While I first was assuming this would comprise inactive but contaminated sites, 
I now see this is for operational sites only, which are dealing with chemical 
substances of which release into the environment could potentially pose a 
hazard to the people living nearby. Right?

How would we survey this? There is not much that can be surveyed worse ;-)
You would have to ask the operator of the site which are the substances they 
are dealing with (and they would not have to answer you, nor would it seem that 
if they answered their reply would be very reliable), then you would have to 
have the knowledge to understand their reply and to evaluate it, probably very 
few of us are in this position.
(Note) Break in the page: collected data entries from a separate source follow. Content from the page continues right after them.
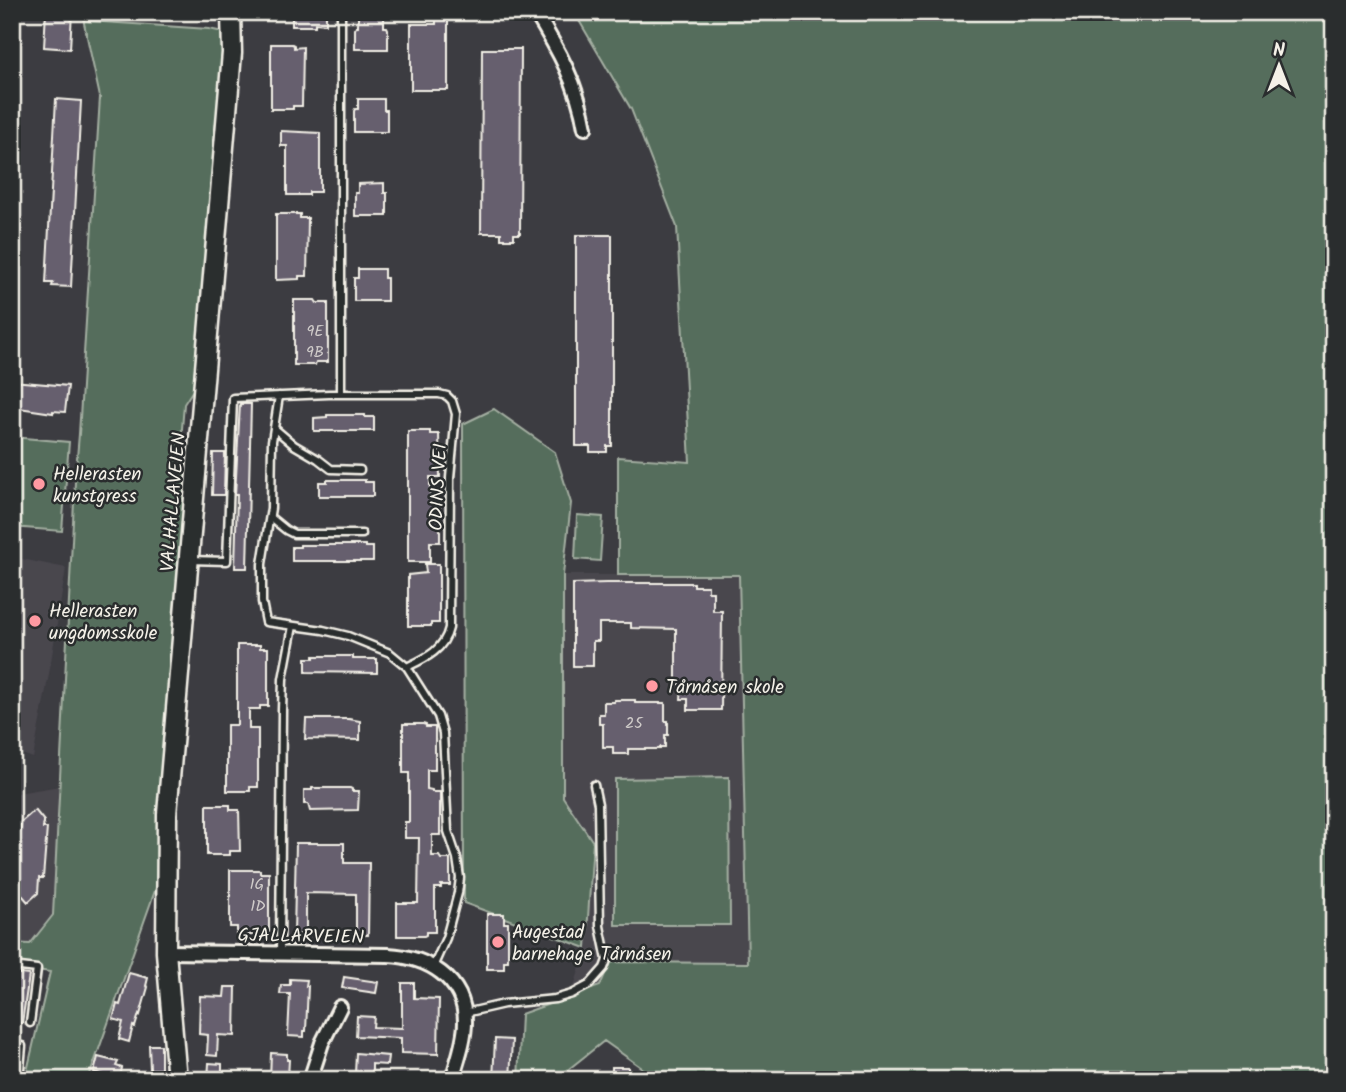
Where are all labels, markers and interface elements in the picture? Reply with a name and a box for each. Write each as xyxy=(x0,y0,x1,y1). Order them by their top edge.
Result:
north arrow xyxy=(1244,32,1314,102)
text: N xyxy=(1273,36,1285,66)
house number: 9E xyxy=(306,319,324,344)
house number: 9B xyxy=(306,340,324,365)
street label: VALHALLAVEIEN xyxy=(153,431,195,573)
street label: ODINS VEI xyxy=(422,443,456,532)
place label: Hellerasten kunstgress xyxy=(53,460,141,512)
marker: Hellerasten kunstgress xyxy=(31,476,47,492)
place label: Hellerasten ungdomsskole xyxy=(49,597,158,649)
marker: Hellerasten ungdomsskole xyxy=(27,613,43,629)
place label: Tårnåsen skole xyxy=(666,673,784,703)
marker: Tårnåsen skole xyxy=(644,678,660,694)
house number: 25 xyxy=(625,711,644,736)
house number: 1G xyxy=(250,872,264,897)
house number: 1D xyxy=(250,894,266,919)
place label: Augestad barnehage Tårnåsen xyxy=(512,918,671,970)
street label: GJALLARVEIEN xyxy=(237,921,365,953)
marker: Augestad barnehage Tårnåsen xyxy=(490,934,506,950)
So the only “reliable” source would be 
information collected, assessed and  released by the government. High risk 
could mean the substances are very dangerous, or a potential accident could 
release a lot of them, or it could mean the operations are executed in a way 
that an accident is more likely than it ideally should be, for example, if 
there wasn’t sufficient maintenance for a longer period of time, if the safety 
measurements aren’t the best/most recent available, problems in critical safety 
components have already been found, etc.

Am I guessing correctly that this is about kind and quantity of substances that 
are dealt with? 
The other possibly relevant information (for risk assessment) is likely not 
publicly available.

What is the benefit of having this information in OpenStreetMap? There is 
nothing the crowd could contribute to improve this data, we would be a mere 
distribution service of government data, and we would be at least as out of 
date as they are (because the process of verifying and inserting the data takes 
so time, as does the insertion in OpenStreetMap). 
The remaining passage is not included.